Task prompt: Using the material below, print the line that contains "M 231,1792 L", the line that contains "M 767,882 L", and every line in between, exactly and nothing else.

☆ ☆ ☆ ☆ ☆

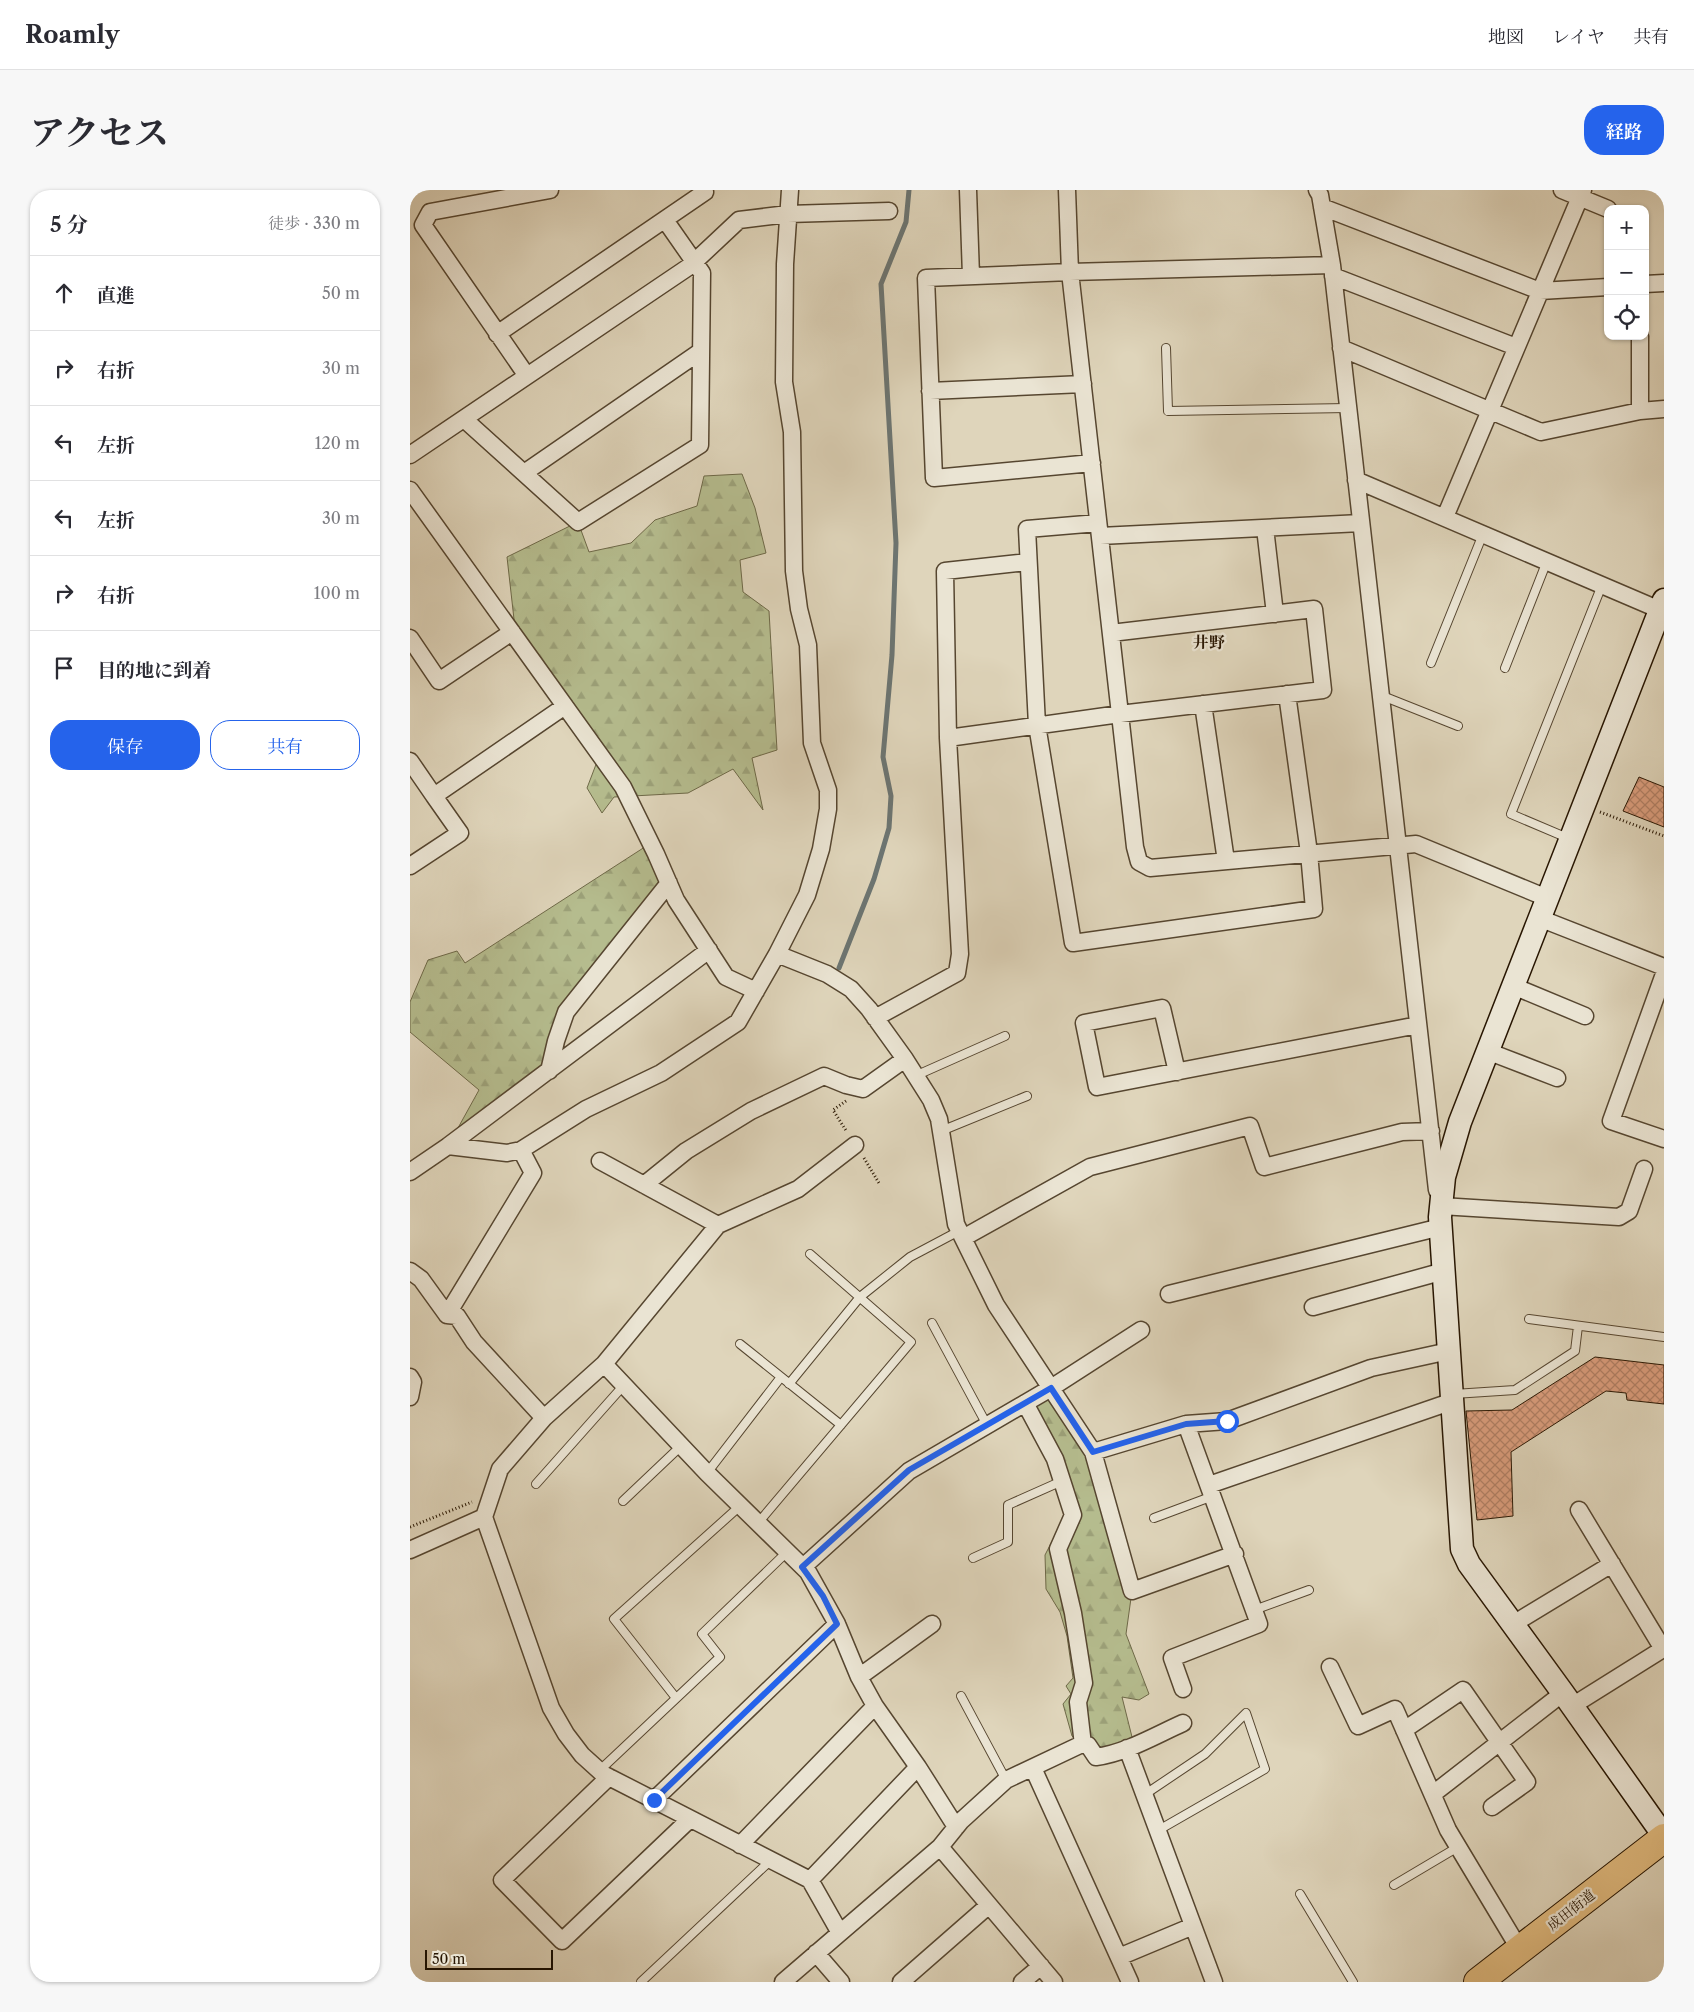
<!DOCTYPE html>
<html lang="ja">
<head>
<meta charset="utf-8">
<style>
	:root { --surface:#fff; --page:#f7f7f7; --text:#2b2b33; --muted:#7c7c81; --line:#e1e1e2; --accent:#2563eb }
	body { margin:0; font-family:"Libre Caslon Text","Noto Serif JP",serif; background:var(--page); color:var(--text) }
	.controls { position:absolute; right:15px; top:15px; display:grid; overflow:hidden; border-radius:10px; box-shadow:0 1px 4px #0004 }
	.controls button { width:45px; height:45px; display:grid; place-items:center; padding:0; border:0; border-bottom:1px solid var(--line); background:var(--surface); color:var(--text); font:25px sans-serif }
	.scale { position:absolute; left:15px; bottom:12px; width:128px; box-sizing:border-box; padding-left:5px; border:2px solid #281602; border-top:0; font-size:14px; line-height:18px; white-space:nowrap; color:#281602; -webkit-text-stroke:4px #eae4d3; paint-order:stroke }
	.stop { position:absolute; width:15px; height:15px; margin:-11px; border:4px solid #2563eb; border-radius:50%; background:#fff }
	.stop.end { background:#2563eb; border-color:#fff; box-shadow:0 1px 5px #0008 }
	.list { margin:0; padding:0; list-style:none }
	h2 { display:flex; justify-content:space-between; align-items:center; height:65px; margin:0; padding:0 20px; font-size:21px }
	h2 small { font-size:16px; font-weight:400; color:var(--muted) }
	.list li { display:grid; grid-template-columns:32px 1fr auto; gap:15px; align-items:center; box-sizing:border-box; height:75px; padding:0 20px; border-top:1px solid var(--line) }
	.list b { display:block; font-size:19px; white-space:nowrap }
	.list em { font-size:16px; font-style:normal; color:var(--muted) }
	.actions { display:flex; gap:10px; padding:15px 20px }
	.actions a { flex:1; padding:11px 0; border:1px solid var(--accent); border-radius:20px; text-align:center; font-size:18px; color:var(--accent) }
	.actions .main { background:var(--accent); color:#fff }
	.icon { flex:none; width:28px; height:28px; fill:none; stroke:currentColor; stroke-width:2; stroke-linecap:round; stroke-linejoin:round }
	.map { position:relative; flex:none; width:1254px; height:1792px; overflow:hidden; border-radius:20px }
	header { display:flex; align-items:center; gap:30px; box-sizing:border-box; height:70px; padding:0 25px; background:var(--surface); border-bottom:1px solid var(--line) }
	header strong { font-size:24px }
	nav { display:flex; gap:28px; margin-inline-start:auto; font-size:18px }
	.intro { display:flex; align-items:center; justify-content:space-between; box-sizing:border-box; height:120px; padding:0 30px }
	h1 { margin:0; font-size:35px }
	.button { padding:12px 22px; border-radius:20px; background:var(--accent); color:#fff; font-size:18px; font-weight:700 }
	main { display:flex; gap:30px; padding:0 30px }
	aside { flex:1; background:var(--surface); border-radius:20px; box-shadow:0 1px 4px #0004 }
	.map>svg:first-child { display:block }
</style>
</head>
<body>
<header>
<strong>Roamly</strong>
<nav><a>地図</a><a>レイヤ</a><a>共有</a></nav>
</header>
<div class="intro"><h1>アクセス</h1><a class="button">経路</a></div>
<main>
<aside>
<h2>5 分<small>徒歩 · 330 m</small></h2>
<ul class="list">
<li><svg class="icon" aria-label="ahead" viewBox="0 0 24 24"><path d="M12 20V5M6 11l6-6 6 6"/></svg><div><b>直進</b></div><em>50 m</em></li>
<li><svg class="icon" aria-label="right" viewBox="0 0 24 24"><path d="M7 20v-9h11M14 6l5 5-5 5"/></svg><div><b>右折</b></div><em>30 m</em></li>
<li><svg class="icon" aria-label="left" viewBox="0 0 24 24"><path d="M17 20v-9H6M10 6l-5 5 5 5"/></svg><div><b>左折</b></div><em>120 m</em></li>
<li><svg class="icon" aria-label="left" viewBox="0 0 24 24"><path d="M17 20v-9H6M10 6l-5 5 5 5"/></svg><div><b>左折</b></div><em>30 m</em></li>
<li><svg class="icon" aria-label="right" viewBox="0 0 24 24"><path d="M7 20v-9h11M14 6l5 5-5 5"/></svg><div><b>右折</b></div><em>100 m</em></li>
<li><svg class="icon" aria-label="arrive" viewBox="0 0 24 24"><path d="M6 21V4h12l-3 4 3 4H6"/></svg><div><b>目的地に到着</b></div></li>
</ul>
<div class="actions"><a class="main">保存</a><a>共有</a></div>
</aside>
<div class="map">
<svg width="1254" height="1792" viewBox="0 0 1254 1792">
	<defs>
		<pattern id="forest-firs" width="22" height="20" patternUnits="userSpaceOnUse" patternTransform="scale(1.25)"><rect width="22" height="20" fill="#b5bc8e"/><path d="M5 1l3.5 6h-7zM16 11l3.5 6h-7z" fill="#9ca179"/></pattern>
		<pattern id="building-cross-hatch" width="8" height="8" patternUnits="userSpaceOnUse" patternTransform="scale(1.25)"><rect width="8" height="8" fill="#dc9e7e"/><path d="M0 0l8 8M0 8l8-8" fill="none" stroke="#b28065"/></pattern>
	</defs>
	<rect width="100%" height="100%" fill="#dfd5bb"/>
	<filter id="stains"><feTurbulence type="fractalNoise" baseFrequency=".004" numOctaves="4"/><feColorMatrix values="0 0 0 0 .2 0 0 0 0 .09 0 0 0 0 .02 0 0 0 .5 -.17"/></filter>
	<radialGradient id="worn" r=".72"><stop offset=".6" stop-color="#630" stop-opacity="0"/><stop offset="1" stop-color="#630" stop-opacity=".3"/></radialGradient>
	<path fill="url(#forest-firs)" stroke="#6e6948" d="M 332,284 L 345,318 L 356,363 L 330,370 L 333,402 L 359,421 L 367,560 L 342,568 L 353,620 L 323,579 L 278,603 L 204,607 L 192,623 L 177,598 L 190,564 L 106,447 L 97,367 L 168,332 L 179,362 L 221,353 L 245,330 L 287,316 L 294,286 Z
		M 241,653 L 259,693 L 156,822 L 139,881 L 38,956 L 69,900 L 0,842 L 0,812 L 18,770 L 47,761 L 55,773 Z
		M 641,1198 L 683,1262 L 722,1401 L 716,1444 L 739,1504 L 729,1510 L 712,1507 L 724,1555 L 686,1567 L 662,1546 L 653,1514 L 661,1504 L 656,1496 L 663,1488 L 657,1446 L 650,1422 L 636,1399 L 635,1365 L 654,1328 L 649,1283 L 615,1213 Z"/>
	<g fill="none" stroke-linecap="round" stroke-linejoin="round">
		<path stroke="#6c7572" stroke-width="5" d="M 429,778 L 464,689 L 479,638 L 481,606 L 473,567 L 482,465 L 486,353 L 471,94 L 496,32 L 499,0"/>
	</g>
	<path fill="url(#building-cross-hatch)" stroke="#281602" d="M 1229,587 L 1254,597 L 1254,637 L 1213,621 Z
		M 1185,1167 L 1254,1175 L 1254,1214 L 1217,1210 L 1216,1203 L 1196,1201 L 1101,1262 L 1103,1326 L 1067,1330 L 1056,1221 L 1102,1220 Z"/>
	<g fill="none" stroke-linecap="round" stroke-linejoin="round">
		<g stroke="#564630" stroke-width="10">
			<path id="lane" d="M 756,158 L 758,221 L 938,218
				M 1021,473 L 1073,344
				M 1095,478 L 1137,371
				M 970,505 L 1048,536
				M 1160,649 L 1101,624 L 1192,395
				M 505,886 L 595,846
				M 531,941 L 617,906
				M 1119,1129 L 1254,1147
				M 522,1133 L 577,1235
				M 330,1154 L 431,1235
				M 379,1194 L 450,1107 L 500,1067 L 549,1041
				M 1044,1204 L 1105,1200 L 1165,1161 L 1168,1136
				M 297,1283 L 371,1187
				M 126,1294 L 214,1195
				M 213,1311 L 271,1256
				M 744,1328 L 803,1306
				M 348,1333 L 501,1152 L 400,1064
				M 563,1368 L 598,1352 L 598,1315 L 652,1291
				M 844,1420 L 899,1400
				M 551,1506 L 596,1590
				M 266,1508 L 204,1429 L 330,1316
				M 189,1581 L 310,1467 L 292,1444 L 377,1362
				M 734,1605 L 795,1564 L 836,1523 L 855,1579 L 747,1641
				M 984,1695 L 1048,1657
				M 890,1704 L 943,1792
				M 231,1792 L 361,1670"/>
		</g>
		<g stroke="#564630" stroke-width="19">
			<path id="street" d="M 558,0 L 561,86
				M 657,0 L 660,82 L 725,657 L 729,672 L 740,678 L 1006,654 L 1137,708
				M 907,0 L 910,5 L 922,75 L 1027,1000
				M 1152,0 L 1198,19
				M 912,17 L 1130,101 L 1198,97
				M 923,86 L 1106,157
				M 1235,94 L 1254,93
				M 87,144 L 295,2 L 294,0
				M 1230,146 L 1230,221
				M 931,158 L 1131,242 L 1230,221 L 1254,219
				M 117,186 L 13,35 L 20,22 L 140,0
				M 520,201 L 673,194
				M 54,229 L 168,332 L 290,255 L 292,83 L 255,30
				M 0,265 L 280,76 L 329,30 L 378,24 L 479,21
				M 682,273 L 524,288 L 516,88 L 660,82 L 922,75
				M 114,283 L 291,161
				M 946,290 L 1250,420
				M 0,300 L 213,597 L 246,664 L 266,710 L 316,787 L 346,801
				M 1035,327 L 1173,0
				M 688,333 L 617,339 L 627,535 L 663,753 L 904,719 L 899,663 L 877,504
				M 855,338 L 865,424
				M 690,346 L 951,333
				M 0,448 L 29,491 L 102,442
				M 793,514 L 816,671
				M 538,548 L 710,524 L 913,500 L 904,419 L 701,443
				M 0,571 L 24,606
				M 0,676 L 50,643 L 24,606 L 155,516
				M 1129,728 L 1254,777
				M 367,764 L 417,784 L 441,799 L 459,819 L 495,869 L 521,910 L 529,929 L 546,1034 L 586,1115 L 683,1262 L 722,1401 L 825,1364
				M 1254,784 L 1201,931 L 1254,949
				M 1103,796 L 1175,826
				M 465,828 L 547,783 L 550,764 L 538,548 L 535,381 L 617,372
				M 1077,861 L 1147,888
				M 139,881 L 146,851 L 156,822 L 259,693
				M 767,882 L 752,818 L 674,833 L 687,897 L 1008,835
				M 38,956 L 97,963 L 111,960 L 176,919 L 251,883 L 328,832 L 367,764 L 397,705 L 411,659 L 418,619 L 418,600 L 402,553 L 398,455 L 389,419 L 384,381 L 382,242 L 374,192 L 375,74 L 380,0
				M 190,971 L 308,1035
				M 0,982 L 38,956 L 299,760
				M 234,995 L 276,961 L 341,921 L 414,886 L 436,895 L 453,899 L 495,869
				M 1031,1016 L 1209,1027 L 1219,1021 L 1234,979
				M 553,1048 L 680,977 L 840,936 L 854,977 L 992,942 L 1021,941
				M 0,1081 L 11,1089 L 37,1125 L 47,1126 L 64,1152 L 134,1228
				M 759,1104 L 1031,1037
				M 903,1117 L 1034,1081
				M 37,1125 L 123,983 L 111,960
				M 194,1174 L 297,1283 L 398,1382 L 427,1434 L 449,1487 L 465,1516 L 508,1577 L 546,1637
				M 0,1187 L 3,1192 L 0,1207
				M 615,1213 L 645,1269 L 663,1325 L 648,1359 L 663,1423 L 674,1493 L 668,1512 L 673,1555
				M 776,1234 L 817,1231 L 961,1178 L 1039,1161
				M 683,1262 L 776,1234 L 849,1434 L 762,1468 L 773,1499
				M 799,1295 L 1043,1211
				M 0,1360 L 74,1327
				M 393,1377 L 499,1281 L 641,1198 L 731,1140
				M 1103,1434 L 1202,1374
				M 920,1477 L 948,1536 L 985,1519 L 1038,1640 L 1110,1760
				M 449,1487 L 522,1434
				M 1162,1516 L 1253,1459 L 1169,1320
				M 994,1540 L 1053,1500 L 1117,1592 L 1082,1617
				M 717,1558 L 804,1792
				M 623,1578 L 720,1792
				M 199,1587 L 92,1690 L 152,1751 L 280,1629
				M 1023,1604 L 1153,1503
				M 244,1610 L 427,1434
				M 330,1655 L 465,1516
				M 530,1657 L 644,1792
				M 400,1690 L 508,1577
				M 430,1743 L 400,1690 L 193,1584 L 172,1565 L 156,1544 L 141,1518 L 74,1327 L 90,1279 L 134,1228 L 194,1174 L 308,1035 L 388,999 L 445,955
				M 406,1763 L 431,1792
				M 709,1767 L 783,1736
				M 373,1792 L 530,1657 L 551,1631 L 596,1590 L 670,1555 L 678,1555 L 686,1567 C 716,1563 746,1545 773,1533
				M 491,1792 L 579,1715
				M 612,1792 L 631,1776"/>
		</g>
		<g stroke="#281602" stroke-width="25">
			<path id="secondary" d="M 1254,410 L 1050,932 L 1034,987 L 1030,1027 L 1052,1359 L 1059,1374 L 1153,1503 L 1254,1646"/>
		</g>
		<g stroke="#281602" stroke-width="30">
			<path id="highway" d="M 1068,1792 L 1254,1648"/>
		</g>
		<path stroke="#281602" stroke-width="3" stroke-dasharray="1 2.5" stroke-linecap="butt" d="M 1190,622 L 1254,646
			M 436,911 L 423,920 L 437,942
			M 454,968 L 469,993
			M 0,1337 L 62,1312"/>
		<use href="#lane" stroke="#eae4d3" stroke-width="8"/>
		<use href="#street" stroke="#eae4d3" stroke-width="16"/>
		<use href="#secondary" stroke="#eae4d3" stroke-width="22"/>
		<use href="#highway" stroke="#e0ba7e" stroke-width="28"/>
	</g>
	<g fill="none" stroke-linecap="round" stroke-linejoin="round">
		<path stroke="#2563eb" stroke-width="6" d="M 244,1610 L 427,1434 L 413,1406 L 392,1377 L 499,1280 L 641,1198 L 683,1262 L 776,1234 L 817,1231"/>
	</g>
	<g text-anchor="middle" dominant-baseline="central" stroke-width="4.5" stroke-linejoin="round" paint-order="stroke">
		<g font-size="14" fill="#281602" stroke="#eae4d3">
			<text transform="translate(1161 1720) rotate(-38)">成田街道</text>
		</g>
		<g font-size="16" font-weight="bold" fill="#281602" stroke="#eae4d3">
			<text x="799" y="452">井野</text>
		</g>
	</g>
	<rect width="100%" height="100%" filter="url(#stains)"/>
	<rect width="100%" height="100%" fill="url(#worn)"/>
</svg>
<div class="controls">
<button>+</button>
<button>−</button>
<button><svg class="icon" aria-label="locate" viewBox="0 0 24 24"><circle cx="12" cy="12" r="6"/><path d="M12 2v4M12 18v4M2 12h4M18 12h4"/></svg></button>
</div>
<div class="scale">50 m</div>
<div class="stop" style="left:817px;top:1231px"></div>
<div class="stop end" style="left:244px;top:1610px"></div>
</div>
</main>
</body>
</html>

☆ ☆ ☆ ☆ ☆

Exercise answer:
				M 231,1792 L 361,1670"/>
		</g>
		<g stroke="#564630" stroke-width="19">
			<path id="street" d="M 558,0 L 561,86
				M 657,0 L 660,82 L 725,657 L 729,672 L 740,678 L 1006,654 L 1137,708
				M 907,0 L 910,5 L 922,75 L 1027,1000
				M 1152,0 L 1198,19
				M 912,17 L 1130,101 L 1198,97
				M 923,86 L 1106,157
				M 1235,94 L 1254,93
				M 87,144 L 295,2 L 294,0
				M 1230,146 L 1230,221
				M 931,158 L 1131,242 L 1230,221 L 1254,219
				M 117,186 L 13,35 L 20,22 L 140,0
				M 520,201 L 673,194
				M 54,229 L 168,332 L 290,255 L 292,83 L 255,30
				M 0,265 L 280,76 L 329,30 L 378,24 L 479,21
				M 682,273 L 524,288 L 516,88 L 660,82 L 922,75
				M 114,283 L 291,161
				M 946,290 L 1250,420
				M 0,300 L 213,597 L 246,664 L 266,710 L 316,787 L 346,801
				M 1035,327 L 1173,0
				M 688,333 L 617,339 L 627,535 L 663,753 L 904,719 L 899,663 L 877,504
				M 855,338 L 865,424
				M 690,346 L 951,333
				M 0,448 L 29,491 L 102,442
				M 793,514 L 816,671
				M 538,548 L 710,524 L 913,500 L 904,419 L 701,443
				M 0,571 L 24,606
				M 0,676 L 50,643 L 24,606 L 155,516
				M 1129,728 L 1254,777
				M 367,764 L 417,784 L 441,799 L 459,819 L 495,869 L 521,910 L 529,929 L 546,1034 L 586,1115 L 683,1262 L 722,1401 L 825,1364
				M 1254,784 L 1201,931 L 1254,949
				M 1103,796 L 1175,826
				M 465,828 L 547,783 L 550,764 L 538,548 L 535,381 L 617,372
				M 1077,861 L 1147,888
				M 139,881 L 146,851 L 156,822 L 259,693
				M 767,882 L 752,818 L 674,833 L 687,897 L 1008,835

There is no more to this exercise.